Né au Cameroun le 20 Août 1986 plus précisément à Yaoundé, de père et de mère Bassa’a, Hugues Bertrand BIBOUM aka MÂN MVËLE est un artiste illustrateur. Il s’exprime à travers des dessins humoristiques et caricaturaux à caractère satirique. Son père, ancien militaire en fonction, était totalement contre cette pratique qui à l’époque est considérée comme sans avenir. Mais aujourd’hui, non seulement Hugues fait de la caricature, mais il a poussé l’outrage au paternel encore plus loin. Il est également graphiste, animateur 2D et auteur de bande dessinée. Son parcours est d’ailleurs détaillé sur notre page car le Mboa BD Festival connait très bien le personnage. Il est un habitué du festival, et un des artistes qui met le plus son stylo au service de la valorisation du 9e Art en Afrique.

Courant de l’année 2022, après conclave du comité d’organisation, la nouvelle tombe. C’est l’artiste MÂN MVËLE qui sera l’auteur à l’honneur de la treizième édition du Mboa BD festival. A cet effet, nous avons rencontré le bédéiste de qui nous avons appris beaucoup, autant sur lui que sur son engagement.

En quels termes parlerai tu de toi même et lesquelles de tes œuvres te représentent-elles le mieux ?

“Je suis un illustrateur, auteur de BD, et à mes moments perdus, directeur artistique à Waanda stoudio. Les œuvres qui me représentent le mieux et que je qualifierai de mes œuvres phares sont: Rio dos camraroes en 2013 par les éditions Balafon qui est aujourd’hui Akoma Mba. Il y’a également le magazine Waka Waka qui n’est plus tiré. Et puis il y’a Djoo Bar édité par Toon Comics que je signe avec Christophe Ngalle Edimo au scénario. Aujourd’hui on peut également me lire sur internet, à travers les sites et applications Webtoon Factory précisément dans le magazine Moabi. J’y signe la Webtoon Kalakuta City toujours en collaboration avec Ngalle Edimo. D’aucuns me connaissent à travers ma web-série Palaba, que je publie sur les réseaux sociaux. D’ailleurs je suis assez présent sur les réseaux sociaux où je publie pas mal d’illustrations quand je suis de bonne humeur”.

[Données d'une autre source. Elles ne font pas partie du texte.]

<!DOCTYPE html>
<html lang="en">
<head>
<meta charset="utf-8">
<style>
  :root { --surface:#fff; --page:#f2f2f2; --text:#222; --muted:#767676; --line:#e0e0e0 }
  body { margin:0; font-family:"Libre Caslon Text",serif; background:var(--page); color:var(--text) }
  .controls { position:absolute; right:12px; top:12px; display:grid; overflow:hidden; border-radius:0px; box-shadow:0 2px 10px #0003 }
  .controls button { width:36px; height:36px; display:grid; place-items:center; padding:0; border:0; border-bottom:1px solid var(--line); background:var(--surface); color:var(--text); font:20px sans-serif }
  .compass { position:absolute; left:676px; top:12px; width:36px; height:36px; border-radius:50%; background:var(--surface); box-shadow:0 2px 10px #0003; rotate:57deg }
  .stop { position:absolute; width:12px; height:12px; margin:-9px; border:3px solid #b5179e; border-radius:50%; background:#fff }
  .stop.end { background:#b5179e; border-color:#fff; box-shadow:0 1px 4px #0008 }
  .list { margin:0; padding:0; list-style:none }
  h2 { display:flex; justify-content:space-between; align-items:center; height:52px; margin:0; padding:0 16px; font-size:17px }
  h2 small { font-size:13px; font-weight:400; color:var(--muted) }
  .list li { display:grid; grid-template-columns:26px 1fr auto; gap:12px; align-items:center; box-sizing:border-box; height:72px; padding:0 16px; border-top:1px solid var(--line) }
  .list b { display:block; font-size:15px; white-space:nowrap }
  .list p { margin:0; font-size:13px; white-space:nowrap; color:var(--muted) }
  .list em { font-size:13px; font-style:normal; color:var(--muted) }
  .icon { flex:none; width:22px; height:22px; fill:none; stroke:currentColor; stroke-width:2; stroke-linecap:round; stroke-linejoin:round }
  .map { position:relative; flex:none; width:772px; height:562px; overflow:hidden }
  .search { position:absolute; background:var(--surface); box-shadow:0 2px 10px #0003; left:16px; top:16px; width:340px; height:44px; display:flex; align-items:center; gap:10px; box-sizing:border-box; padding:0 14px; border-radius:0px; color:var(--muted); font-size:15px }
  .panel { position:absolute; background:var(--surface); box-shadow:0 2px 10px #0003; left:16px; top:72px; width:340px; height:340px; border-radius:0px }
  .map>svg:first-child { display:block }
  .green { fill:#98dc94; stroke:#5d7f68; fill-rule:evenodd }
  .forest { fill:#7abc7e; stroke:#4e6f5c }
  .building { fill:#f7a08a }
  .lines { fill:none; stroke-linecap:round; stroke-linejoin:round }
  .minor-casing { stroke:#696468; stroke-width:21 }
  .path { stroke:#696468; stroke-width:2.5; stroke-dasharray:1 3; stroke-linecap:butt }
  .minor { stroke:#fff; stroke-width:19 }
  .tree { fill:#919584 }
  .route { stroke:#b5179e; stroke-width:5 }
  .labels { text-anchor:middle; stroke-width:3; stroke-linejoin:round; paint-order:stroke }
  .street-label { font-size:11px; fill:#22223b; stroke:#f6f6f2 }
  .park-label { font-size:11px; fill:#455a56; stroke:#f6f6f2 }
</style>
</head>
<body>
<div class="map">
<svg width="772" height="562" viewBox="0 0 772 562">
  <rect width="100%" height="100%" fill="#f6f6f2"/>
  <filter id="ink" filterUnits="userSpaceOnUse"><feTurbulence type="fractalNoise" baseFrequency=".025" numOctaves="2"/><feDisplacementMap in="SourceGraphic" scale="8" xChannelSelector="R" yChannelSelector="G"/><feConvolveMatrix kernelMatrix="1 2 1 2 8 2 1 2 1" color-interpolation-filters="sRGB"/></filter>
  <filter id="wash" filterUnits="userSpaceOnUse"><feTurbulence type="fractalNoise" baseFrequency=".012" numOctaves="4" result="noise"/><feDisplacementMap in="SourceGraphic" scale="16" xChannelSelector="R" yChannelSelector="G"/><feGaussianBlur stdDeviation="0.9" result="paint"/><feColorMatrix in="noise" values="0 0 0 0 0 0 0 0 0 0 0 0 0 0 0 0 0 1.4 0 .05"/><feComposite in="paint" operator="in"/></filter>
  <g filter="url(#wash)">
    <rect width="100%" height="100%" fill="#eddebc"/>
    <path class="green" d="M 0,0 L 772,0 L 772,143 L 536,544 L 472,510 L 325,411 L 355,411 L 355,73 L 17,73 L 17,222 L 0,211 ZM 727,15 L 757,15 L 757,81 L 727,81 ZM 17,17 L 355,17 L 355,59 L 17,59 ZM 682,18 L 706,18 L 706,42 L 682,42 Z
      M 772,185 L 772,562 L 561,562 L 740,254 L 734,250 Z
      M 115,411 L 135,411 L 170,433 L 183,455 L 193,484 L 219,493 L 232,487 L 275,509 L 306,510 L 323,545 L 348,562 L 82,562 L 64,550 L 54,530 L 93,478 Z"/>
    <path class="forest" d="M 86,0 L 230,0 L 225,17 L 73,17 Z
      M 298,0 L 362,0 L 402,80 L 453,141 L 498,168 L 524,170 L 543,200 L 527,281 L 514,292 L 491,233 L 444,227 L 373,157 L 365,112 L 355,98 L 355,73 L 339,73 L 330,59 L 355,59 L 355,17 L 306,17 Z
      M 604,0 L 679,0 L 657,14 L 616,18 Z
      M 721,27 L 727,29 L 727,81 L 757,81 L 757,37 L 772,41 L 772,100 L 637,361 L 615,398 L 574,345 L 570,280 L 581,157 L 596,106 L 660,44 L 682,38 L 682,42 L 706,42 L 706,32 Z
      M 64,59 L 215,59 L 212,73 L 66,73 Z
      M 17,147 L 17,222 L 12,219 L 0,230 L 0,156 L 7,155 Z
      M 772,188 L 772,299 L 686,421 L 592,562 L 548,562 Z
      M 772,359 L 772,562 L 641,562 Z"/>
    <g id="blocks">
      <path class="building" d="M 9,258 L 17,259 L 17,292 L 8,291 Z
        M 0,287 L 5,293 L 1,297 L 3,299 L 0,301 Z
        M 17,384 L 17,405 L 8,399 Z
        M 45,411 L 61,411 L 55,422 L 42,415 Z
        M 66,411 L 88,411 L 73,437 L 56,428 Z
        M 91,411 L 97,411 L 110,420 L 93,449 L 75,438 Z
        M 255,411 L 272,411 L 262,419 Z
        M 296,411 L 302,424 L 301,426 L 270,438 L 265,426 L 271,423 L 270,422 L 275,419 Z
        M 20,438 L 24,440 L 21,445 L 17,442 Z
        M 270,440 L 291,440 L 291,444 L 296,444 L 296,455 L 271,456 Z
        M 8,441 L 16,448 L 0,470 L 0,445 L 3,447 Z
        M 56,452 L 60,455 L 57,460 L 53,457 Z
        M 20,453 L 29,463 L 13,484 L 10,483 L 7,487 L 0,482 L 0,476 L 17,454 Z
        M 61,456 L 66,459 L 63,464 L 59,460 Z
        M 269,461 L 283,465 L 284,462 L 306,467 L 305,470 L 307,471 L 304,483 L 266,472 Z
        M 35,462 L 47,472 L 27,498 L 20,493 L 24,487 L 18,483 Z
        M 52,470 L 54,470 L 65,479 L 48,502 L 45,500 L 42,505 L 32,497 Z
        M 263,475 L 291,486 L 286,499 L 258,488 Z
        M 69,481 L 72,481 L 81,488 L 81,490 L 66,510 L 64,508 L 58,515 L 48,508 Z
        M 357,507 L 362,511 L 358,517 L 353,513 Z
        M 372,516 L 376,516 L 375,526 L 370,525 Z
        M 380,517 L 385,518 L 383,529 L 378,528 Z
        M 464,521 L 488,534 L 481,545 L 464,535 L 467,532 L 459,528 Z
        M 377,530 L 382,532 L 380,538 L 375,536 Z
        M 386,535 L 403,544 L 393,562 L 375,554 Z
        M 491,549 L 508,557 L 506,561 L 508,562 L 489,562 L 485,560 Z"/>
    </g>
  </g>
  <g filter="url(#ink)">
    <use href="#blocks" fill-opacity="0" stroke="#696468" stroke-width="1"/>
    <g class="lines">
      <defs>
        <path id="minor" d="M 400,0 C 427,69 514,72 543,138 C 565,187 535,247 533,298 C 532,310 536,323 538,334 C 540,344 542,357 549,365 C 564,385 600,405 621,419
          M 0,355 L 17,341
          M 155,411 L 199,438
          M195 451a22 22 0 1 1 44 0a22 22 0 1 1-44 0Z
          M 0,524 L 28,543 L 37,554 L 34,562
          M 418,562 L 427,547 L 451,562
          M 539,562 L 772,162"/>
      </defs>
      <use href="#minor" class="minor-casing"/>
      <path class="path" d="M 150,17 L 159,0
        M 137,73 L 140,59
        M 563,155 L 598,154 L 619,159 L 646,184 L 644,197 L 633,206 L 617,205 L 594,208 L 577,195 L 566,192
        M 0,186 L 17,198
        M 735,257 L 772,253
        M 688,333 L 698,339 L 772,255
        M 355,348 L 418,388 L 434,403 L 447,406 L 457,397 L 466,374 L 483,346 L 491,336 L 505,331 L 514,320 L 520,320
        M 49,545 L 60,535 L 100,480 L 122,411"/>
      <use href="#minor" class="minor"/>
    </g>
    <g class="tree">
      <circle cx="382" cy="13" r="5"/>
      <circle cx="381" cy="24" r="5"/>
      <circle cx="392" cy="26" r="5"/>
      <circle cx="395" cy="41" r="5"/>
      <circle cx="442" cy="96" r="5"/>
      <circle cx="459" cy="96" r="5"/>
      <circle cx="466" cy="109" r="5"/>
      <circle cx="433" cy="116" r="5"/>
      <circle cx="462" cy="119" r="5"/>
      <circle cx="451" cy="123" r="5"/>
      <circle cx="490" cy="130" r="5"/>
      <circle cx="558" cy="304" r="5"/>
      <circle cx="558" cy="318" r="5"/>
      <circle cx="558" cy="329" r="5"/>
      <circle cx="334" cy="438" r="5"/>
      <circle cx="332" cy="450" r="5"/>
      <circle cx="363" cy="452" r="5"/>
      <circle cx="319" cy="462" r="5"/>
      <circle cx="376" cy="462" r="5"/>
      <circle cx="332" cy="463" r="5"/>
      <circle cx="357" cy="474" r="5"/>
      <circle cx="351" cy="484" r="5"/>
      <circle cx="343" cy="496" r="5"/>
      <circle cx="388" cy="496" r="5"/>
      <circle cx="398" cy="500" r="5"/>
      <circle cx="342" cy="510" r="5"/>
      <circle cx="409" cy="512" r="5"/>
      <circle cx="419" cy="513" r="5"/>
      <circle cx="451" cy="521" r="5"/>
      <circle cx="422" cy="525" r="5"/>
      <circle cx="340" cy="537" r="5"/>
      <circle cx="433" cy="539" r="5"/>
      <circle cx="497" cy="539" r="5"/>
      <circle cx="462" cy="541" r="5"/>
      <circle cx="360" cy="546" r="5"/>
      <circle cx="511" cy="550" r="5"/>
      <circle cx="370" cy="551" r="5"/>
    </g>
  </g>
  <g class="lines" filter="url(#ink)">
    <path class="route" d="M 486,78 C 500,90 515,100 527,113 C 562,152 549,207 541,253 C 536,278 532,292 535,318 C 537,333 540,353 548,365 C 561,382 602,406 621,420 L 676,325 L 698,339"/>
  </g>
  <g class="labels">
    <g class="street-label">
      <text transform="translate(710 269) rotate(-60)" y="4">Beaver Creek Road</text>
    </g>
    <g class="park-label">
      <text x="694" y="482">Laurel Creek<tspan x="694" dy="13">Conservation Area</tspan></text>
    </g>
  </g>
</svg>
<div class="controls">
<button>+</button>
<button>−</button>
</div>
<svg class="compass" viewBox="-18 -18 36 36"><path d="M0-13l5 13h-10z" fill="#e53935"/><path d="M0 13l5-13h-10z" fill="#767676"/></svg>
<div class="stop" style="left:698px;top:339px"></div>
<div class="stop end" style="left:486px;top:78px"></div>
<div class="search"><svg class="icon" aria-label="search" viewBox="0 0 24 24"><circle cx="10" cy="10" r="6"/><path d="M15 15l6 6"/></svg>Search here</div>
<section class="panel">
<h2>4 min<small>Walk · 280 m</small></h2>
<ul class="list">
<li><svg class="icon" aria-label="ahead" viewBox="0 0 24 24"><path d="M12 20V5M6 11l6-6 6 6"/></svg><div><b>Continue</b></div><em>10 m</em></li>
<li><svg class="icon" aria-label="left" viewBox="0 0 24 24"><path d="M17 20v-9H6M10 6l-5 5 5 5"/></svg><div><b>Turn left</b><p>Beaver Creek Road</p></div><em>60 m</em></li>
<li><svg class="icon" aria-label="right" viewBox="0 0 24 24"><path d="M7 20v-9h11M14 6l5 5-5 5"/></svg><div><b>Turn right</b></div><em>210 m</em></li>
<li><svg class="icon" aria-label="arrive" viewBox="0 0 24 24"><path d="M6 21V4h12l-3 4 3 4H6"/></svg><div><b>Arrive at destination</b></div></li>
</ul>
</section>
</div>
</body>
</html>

Palaba, Web-série de Man Mvele.

Une présence numérique et des publications qui te valent le statut d’auteur engagé. Est-ce le cas?

Je milite pour que les artistes se professionnalisent, et qu’ensemble nous créions les bases d’une industrie de la BD au Cameroun.

MAN MVELE

“Je suis un auteur engagé oui, mais sur deux volets précisément. J’ai deux grands combats que je mène. Le premier concerne la valorisation de l’artiste. La raison en est que le gouvernement de ce pays ne considère pas vraiment les bédéistes comme des artistes. Cela dure depuis de nombreuses années. La bande dessinée est livrée à elle même. Même au niveau de notre statut, on nous englobe nous autres graphistes, aux techniciens que sont les sérigraphes. A cet effet, il y’a plein de mouvements que j’ai voulu créer mais non seulement nous sommes peu, mais certains artistes que j’ai approché ne sont pas très engagés. Je préfère souvent me moquer de cette situation sur les réseaux sociaux. Il y’a par exemple cette loi 1076 par laquelle nous attendions une clarification du statut des artistes. Cette loi, au contraire, vient encore plus nous embrouiller. A cet effet j’avais fait une illustration qui n’avait pas beaucoup plu à l’autre partie quoi, certaines personnalités.”

Illustration de Man Mvele

“Mon deuxième combat concerne notre mentalité même, à nous les artistes Camerounais. Puisque nous sommes dans un environnement qui n’est pas propice à notre bien être, je considère que c’est à l’artiste de se battre pour ses droits. Je milite pour que les artistes se professionnalisent, et qu’ensemble nous créions les bases d’une industrie de la BD au Cameroun. C’est vrai que j’ai des rêves de syndicat, je ne m’en cache pas. J’estime qu’unis nous sommes forts, et isolés nous sommes des proies faciles dans un système qui est conçu pour nous écraser. Je réitère qu’on ne connait même pas notre statut dans notre pays. On a proclamé une loi sur les associations culturelles et artistiques mais il n’y a pas de statut d’artistes. C’est paradoxal, c’est comme si on organisait une association d’inconnus…C’est très bizarre selon moi”.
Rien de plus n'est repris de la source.